IGF-1 and All-Cause Mortality
During the 5-year observation period, 106 (21%)participants died. Based on the direct cause of death, 38 patients died from cardiovascular causes(sudden death, N=14; heart failure,N=13; stroke,N=5;ischemic heart disease, N=3; arrhythmia, N=2; and ischemic colitis, N=1)and 48 patients died from non-cardiovascular causes(infection, N=24; malignancy, N=8; respiratory failure, N=3; hepatic cirrhosis,N=2; uremia,N=2; and others,N=9), whereas the direct cause of death was unknown for 20 patients. The Kaplan-Meier analysis showed that the risk of all-cause mortality was different among the IGF-1 tertiles(Fig.2A). The association between IGF-1 and all-cause mortality was further analyzed using Cox proportional hazards models(Table 2). IGF-1 was found to be associated with all-cause mortality in various models adjusted for the major demographic factors and the factors related with PEW and inflammation, parameters of CKD-MBD, variables of renal anemia, or presence of hypothyroidism. Also, adjustment for the traditional risk factors (model 3) gave a marginally significant result.

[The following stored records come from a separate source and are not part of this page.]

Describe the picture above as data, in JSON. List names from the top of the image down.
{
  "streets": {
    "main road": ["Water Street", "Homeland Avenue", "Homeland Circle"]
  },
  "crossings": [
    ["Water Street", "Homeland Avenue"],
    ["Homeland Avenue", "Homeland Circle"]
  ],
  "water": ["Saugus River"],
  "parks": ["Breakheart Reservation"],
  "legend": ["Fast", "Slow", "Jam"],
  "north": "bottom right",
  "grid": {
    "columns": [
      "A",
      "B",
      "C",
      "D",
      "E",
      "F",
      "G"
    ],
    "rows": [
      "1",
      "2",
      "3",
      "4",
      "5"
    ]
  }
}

IGF-1 and Cause-Specific Death
The Kaplan-Meier curves were significantly different by tertile of IGF-1 regarding cardiovascular and non-cardiovascular death, but not for death from unknown cause(Fig.2B). The inverse associations of IGF-1 and cardiovascular and non-cardiovascular death remained significant in Cox models, in which IGF-1 was entered as a continuous variable and adjusted for age and sex. When non-cardiovascular causes were further divided into infection and other than infection, these outcomes were inversely associated with IGF-1(Supplemental Table 3).

IGF-1 and CVD Outcomes
New CVD events were recorded in 190 patients (37%). The Kaplan-Meier analysis showed that IGF-1 tertile was significantly associated with new CVD events (Fig.3A).However, this association was no longer significant when analyzed using Cox models adjusted for the major demographic factors(Table 3).
Of the 190 patients who experienced new CVD events, 61 patients died after such event. Based on the direct cause of death,38 patients died from cardiovascular causes (sudden death, N=14; heart failure, N=13; stroke, N=5; ischemic heart disease, N=3;arrhythmia, N=2; and ischemic colitis, N=1)and 14 patients died from non-cardiovascular causes (infection, N=9; respiratory failure,N=2; and others, N=3), whereas the direct cause was unknown for the remaining 9 patients. The Kaplan-Meier analysis showed that a lower IGF-1 level was significantly associated with a higher risk of death after new CVD event(Fig.4A). This association remained significant when analyzed using a Cox model adjusted for the possible confounders(Table 4).
IGF-1 and Infection Outcomes
We identified 169 patients (33%)who experienced hospitalization for infection. The Kaplan-Meier analysis showed that IGF-1 tertile was significantly associated with hospitalization for infection (Fig.3B). However, this association was no longer significant when analyzed using Cox models adjusted for the major demographic factors(Table3).
Of the 169 patients with hospitalization for infection, 47 patients died after infection. Based on the direct cause of death, 13 patients died from cardiovascular causes (sudden death, N=5; heart failure, N=5; ischemic heart disease, N=2; and stroke, N=1) and 29 patients died from noncardiovascular causes(infection, N=22; uremia, N=2; and others, N=5), whereas the direct cause was unknown for the remaining 5 patients. The Kaplan-Meier analysis showed that a lower IGF-1 level was significantly associated with a higher risk of death after infection(Fig.4B). This association remained significant when analyzed using a Cox model adjusted for the possible confounders(Table ④).